Make if statements run after each other in a for loop

Hi!

How would i do if i want if-statements to start working after eachother? I am making a script that filters out greyish pixels and replaces them with either black or white pixels, after this procedure i want to color the outline of the black pixels red.

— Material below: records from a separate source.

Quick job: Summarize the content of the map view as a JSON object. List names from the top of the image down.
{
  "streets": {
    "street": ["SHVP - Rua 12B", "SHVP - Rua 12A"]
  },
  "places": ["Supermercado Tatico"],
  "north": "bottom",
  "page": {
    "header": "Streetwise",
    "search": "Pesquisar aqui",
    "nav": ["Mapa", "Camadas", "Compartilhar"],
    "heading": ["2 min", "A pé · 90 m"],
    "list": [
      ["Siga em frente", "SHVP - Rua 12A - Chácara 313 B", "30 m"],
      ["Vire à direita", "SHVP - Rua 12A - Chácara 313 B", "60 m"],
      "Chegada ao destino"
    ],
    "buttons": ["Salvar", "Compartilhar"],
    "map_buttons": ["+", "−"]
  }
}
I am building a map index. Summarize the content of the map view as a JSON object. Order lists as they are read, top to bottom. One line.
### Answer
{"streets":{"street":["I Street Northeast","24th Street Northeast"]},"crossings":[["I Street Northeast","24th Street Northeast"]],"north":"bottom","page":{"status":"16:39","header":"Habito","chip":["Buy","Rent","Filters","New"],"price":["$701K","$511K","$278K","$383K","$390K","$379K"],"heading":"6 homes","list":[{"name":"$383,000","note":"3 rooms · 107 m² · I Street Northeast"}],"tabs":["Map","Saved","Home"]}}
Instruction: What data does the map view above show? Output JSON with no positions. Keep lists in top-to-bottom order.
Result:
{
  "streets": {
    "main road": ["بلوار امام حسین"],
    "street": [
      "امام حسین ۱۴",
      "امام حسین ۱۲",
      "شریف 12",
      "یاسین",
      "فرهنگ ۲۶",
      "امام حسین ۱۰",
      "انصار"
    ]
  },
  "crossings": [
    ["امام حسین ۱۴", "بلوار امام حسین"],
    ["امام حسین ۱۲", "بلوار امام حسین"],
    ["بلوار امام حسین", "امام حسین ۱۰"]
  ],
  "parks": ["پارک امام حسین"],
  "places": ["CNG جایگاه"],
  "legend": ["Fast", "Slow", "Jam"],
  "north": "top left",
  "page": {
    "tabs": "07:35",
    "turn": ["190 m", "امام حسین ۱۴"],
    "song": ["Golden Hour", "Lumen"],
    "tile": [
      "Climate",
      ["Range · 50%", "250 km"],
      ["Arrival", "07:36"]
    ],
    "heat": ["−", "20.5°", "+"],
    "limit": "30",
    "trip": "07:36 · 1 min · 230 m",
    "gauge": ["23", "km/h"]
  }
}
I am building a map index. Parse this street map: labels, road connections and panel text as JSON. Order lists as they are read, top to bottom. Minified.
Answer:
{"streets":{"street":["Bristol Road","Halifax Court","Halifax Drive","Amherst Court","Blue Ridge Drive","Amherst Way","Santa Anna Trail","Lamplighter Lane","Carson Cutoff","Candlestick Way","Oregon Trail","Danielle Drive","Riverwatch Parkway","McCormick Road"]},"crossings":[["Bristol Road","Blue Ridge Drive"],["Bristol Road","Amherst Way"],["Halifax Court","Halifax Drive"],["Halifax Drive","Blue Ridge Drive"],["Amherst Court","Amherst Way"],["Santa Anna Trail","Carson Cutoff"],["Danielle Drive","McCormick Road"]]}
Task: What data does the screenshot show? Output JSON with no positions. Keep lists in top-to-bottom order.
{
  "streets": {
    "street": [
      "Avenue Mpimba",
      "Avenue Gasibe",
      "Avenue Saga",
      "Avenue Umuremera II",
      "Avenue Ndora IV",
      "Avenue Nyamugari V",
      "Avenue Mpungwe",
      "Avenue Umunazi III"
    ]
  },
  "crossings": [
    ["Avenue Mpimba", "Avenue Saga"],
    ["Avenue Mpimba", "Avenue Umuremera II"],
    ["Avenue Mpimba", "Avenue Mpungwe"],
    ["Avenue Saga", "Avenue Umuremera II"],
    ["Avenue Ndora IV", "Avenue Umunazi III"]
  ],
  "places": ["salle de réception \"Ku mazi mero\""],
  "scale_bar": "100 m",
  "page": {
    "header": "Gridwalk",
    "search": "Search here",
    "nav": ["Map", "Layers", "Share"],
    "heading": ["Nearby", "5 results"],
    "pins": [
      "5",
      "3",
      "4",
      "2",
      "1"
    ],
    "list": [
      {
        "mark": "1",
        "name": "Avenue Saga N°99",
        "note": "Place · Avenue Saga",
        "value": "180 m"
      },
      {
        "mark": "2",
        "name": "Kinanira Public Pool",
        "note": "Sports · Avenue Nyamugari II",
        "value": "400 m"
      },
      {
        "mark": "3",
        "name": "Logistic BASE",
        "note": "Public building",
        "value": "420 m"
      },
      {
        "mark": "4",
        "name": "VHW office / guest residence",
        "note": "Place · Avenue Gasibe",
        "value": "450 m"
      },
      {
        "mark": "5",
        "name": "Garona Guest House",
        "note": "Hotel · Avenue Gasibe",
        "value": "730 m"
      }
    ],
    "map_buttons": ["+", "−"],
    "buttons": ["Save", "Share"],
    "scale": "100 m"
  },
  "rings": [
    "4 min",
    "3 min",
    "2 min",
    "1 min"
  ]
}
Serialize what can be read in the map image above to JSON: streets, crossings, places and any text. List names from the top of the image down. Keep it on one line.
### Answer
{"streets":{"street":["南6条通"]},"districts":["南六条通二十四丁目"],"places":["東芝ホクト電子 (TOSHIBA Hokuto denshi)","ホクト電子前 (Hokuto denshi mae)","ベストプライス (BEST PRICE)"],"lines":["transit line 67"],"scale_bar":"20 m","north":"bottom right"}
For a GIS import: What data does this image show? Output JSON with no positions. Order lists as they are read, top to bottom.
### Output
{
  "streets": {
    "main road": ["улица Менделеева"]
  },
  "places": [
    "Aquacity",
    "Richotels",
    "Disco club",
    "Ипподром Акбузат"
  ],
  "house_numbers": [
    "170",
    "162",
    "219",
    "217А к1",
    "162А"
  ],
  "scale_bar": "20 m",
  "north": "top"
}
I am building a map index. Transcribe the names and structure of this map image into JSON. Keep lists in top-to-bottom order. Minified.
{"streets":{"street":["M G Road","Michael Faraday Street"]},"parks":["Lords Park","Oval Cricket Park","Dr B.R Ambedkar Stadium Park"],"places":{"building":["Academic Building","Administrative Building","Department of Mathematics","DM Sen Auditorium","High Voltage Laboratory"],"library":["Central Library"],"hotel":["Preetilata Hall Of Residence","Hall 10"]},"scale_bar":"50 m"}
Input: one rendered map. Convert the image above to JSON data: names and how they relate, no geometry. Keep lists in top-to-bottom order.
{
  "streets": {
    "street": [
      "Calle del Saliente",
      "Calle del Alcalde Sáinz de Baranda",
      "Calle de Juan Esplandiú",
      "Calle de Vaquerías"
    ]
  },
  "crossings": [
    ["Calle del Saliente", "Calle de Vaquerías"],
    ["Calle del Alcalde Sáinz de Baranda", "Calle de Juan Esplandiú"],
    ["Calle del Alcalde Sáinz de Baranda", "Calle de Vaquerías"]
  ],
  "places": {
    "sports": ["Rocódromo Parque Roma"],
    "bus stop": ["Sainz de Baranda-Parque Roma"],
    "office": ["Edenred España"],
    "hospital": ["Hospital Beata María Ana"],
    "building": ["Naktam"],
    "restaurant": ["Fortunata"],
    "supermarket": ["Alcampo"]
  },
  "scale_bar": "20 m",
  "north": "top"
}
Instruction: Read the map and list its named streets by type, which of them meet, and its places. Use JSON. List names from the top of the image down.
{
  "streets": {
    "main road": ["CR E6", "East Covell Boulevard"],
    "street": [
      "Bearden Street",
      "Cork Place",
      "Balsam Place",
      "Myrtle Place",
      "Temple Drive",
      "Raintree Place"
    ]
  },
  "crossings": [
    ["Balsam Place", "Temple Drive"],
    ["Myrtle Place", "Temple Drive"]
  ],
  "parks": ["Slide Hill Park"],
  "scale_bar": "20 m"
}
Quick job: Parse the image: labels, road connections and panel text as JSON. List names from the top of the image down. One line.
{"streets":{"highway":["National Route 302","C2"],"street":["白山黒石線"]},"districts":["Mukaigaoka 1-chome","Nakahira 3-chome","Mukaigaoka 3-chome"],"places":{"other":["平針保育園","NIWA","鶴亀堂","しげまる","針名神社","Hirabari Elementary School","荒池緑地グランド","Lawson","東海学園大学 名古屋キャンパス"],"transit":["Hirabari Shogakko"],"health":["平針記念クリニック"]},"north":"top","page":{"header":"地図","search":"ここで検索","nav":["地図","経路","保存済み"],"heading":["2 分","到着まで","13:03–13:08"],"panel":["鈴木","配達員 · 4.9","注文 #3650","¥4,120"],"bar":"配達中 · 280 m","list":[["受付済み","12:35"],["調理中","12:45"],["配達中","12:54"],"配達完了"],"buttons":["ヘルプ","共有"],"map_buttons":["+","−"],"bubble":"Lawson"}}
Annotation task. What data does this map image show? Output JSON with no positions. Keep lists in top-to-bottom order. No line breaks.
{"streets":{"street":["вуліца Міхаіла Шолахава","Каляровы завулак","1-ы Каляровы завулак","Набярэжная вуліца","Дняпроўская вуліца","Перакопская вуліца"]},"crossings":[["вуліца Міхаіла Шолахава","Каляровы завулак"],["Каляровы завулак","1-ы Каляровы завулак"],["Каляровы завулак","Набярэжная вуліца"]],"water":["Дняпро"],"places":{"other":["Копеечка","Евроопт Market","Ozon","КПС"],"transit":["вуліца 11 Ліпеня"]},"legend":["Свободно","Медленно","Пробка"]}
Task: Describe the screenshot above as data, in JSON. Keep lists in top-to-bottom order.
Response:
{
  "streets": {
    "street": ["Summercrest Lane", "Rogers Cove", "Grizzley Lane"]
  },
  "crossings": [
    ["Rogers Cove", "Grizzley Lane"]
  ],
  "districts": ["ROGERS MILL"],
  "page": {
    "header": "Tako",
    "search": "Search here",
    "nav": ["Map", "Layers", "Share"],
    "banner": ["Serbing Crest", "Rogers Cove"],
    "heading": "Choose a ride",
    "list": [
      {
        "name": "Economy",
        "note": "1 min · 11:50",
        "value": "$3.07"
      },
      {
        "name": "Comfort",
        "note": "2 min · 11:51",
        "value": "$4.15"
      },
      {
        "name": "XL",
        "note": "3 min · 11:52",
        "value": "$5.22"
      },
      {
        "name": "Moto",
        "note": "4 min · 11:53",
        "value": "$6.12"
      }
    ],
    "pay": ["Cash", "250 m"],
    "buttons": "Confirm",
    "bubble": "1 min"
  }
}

This is a fraction of my code with the if statements:

for (int x = 0; x < image.width; x++){
			for (int y = 0; y < image.height; y++){
				color = pixels[(y * image.height)+x];
				obj = GameObject.CreatePrimitive(PrimitiveType.Cube);
				obj.transform.position = new Vector3 (x, y, 0);
				obj.renderer.material.color = color;

				if (0 < color.b && color.b < Color.gray.b && filter == true)
				{
					s = s + 1;
					obj.renderer.material.color = Color.black;
				}
				if (Color.gray.b < color.b && color.b < 1 && filter == true)
				{
					s = s + 1;
					obj.renderer.material.color = Color.white;
				}
				if (color == Color.black && pixels[(y * image.height)+x-1] == Color.white)
				{
					obj.renderer.material.color = Color.red;
					p = p + 1;
				}
			}
		}

The problem is that the scripts first colors the pixels red, and then filters out the grey pixels. Since the grey pixels arent white or black yet i get some pixels that should be red but arent (the ones that originaly was grey).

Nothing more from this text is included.